# THE DATA:
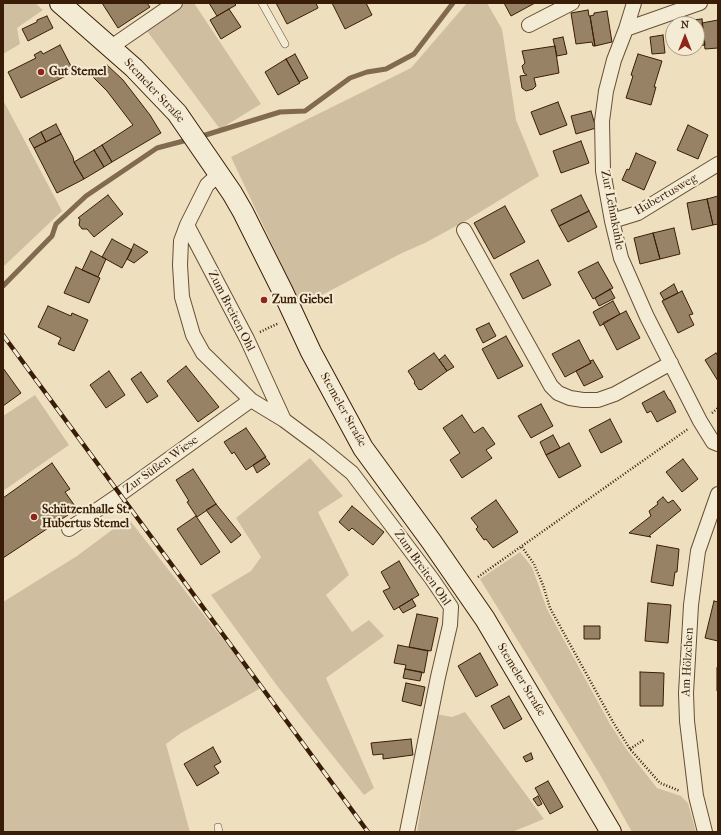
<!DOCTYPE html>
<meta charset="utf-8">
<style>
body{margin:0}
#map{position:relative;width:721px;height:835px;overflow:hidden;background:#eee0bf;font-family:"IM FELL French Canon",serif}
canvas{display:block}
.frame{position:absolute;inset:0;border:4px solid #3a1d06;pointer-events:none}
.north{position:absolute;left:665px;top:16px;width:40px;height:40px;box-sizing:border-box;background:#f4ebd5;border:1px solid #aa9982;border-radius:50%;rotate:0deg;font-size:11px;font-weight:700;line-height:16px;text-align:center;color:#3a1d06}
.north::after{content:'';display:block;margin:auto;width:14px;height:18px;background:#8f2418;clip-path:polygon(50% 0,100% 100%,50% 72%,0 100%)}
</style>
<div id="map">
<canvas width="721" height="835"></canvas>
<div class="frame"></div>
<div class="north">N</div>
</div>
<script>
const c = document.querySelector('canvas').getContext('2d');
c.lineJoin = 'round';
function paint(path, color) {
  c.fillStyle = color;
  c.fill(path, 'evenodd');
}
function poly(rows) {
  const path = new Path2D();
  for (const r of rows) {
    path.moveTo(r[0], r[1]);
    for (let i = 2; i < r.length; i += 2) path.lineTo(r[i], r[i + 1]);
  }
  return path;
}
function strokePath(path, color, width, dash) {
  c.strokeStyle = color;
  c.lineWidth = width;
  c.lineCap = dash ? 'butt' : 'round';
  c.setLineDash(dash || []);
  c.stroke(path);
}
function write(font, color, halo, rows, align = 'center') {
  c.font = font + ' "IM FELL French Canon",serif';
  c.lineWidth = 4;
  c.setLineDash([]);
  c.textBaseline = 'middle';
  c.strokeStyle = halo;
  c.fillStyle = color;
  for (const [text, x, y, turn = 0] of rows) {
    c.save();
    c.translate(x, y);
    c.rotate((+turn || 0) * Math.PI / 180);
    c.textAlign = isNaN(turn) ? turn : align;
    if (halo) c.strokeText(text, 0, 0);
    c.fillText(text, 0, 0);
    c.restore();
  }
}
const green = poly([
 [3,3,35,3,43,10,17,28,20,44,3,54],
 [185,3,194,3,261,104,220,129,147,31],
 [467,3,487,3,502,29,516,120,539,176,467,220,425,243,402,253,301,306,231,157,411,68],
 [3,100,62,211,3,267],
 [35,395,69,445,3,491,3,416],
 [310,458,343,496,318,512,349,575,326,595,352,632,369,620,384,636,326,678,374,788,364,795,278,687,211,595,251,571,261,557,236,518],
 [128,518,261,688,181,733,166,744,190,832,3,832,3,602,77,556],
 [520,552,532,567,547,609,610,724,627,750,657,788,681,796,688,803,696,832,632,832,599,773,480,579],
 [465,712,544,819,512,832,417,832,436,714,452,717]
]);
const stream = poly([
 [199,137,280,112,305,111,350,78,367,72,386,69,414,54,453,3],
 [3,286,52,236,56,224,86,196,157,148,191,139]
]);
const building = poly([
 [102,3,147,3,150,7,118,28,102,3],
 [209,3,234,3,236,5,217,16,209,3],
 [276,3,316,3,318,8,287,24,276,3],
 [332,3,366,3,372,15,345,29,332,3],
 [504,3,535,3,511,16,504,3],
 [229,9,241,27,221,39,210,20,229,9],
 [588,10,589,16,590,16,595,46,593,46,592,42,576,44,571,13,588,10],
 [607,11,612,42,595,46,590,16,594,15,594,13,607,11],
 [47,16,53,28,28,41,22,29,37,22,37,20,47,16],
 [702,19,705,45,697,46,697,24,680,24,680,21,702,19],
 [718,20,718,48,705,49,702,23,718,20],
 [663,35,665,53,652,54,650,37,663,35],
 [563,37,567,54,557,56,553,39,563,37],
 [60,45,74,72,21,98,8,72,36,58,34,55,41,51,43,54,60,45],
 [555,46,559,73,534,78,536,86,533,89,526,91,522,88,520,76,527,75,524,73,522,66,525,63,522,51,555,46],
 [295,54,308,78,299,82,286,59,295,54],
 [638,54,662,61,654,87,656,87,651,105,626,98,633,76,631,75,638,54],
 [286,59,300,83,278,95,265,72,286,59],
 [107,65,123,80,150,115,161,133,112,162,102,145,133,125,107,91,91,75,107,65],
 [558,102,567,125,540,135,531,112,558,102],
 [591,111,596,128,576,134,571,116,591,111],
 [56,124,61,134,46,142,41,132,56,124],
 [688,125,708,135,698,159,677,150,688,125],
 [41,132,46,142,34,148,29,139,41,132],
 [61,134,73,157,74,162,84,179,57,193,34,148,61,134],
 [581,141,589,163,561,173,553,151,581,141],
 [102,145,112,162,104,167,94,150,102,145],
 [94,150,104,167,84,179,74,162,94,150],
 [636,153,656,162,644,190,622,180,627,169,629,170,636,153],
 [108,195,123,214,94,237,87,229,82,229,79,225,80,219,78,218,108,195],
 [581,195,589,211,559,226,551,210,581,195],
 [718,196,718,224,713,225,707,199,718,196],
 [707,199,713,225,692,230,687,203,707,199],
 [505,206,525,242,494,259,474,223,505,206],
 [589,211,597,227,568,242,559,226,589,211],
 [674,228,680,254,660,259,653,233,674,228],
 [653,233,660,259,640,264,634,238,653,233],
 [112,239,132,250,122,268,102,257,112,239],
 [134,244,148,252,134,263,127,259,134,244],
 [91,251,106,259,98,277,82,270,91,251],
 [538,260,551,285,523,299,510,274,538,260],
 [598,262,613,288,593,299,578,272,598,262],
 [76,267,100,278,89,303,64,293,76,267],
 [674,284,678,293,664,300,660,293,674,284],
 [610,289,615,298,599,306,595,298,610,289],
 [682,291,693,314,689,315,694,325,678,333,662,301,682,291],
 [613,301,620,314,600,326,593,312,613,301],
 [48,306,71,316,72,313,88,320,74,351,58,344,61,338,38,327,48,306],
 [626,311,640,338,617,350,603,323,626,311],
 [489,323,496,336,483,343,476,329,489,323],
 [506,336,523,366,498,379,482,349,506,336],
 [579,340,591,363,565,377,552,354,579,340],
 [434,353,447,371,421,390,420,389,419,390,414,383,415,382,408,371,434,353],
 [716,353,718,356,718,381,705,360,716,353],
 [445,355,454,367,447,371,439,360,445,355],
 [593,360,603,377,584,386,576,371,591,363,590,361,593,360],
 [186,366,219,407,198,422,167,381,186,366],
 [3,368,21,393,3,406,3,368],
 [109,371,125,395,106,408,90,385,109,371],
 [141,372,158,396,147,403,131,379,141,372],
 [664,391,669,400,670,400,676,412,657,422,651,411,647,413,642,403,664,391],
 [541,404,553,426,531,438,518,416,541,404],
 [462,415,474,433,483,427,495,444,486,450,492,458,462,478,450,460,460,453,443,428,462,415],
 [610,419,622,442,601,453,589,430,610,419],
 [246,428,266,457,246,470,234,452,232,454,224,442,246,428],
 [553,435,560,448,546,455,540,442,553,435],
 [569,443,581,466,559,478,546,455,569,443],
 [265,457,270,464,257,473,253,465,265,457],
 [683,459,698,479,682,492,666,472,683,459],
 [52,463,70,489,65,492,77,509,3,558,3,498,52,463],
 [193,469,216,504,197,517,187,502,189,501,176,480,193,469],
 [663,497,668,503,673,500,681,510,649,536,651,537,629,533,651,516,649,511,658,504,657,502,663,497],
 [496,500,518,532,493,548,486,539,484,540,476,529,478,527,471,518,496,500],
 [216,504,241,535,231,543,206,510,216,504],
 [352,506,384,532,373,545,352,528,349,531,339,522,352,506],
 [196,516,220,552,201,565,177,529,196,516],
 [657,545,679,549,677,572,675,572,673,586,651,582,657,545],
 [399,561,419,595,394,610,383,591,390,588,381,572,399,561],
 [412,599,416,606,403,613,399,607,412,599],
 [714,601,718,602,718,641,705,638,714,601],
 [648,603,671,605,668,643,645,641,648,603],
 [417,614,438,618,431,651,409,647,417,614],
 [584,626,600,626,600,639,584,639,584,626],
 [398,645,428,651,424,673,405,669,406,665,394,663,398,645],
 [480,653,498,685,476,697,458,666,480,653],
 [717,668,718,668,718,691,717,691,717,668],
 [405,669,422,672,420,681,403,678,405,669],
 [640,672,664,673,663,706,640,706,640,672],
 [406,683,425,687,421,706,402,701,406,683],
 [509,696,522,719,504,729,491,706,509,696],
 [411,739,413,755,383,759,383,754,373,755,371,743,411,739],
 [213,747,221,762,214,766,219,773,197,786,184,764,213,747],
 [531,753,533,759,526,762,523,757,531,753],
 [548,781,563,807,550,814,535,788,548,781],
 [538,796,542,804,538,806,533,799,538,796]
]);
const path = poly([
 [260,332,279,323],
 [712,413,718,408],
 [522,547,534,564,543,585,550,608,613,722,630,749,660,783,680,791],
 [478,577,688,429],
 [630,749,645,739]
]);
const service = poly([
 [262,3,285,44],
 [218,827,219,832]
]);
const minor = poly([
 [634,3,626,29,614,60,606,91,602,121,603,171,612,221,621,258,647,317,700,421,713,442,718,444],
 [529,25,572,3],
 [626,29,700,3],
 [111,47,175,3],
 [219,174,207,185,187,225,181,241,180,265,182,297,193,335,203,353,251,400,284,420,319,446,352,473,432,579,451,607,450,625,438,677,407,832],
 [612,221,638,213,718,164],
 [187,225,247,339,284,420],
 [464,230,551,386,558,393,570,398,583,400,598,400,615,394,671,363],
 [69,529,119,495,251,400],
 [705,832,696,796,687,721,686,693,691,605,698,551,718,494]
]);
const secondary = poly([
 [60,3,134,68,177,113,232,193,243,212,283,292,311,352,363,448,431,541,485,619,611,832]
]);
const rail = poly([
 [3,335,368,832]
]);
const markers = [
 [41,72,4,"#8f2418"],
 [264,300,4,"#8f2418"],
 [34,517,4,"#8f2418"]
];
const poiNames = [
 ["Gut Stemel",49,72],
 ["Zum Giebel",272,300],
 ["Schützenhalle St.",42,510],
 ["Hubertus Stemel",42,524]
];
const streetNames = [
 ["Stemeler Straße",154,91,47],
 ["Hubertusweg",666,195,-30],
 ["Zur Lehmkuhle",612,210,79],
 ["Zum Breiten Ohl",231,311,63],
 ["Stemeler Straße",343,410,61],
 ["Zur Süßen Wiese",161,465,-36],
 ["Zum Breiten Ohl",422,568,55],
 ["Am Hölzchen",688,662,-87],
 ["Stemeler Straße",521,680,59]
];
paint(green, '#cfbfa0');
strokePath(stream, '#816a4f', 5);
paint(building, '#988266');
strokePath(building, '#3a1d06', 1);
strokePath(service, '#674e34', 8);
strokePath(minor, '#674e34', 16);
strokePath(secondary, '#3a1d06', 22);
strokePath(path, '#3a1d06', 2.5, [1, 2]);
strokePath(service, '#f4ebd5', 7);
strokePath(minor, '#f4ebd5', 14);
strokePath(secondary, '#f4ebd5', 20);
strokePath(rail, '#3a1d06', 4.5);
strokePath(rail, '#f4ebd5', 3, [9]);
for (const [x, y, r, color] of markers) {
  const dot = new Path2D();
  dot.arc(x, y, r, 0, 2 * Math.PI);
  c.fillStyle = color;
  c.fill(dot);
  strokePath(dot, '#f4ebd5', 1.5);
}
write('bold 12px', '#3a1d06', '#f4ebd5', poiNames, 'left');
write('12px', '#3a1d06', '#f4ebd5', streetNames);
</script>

# EXERCISE:
What lines in the listing above contain the word "strokeStyle"? Show each one.

# SOLUTION TO THIS PROBLEM:
  c.strokeStyle = color;
  c.strokeStyle = halo;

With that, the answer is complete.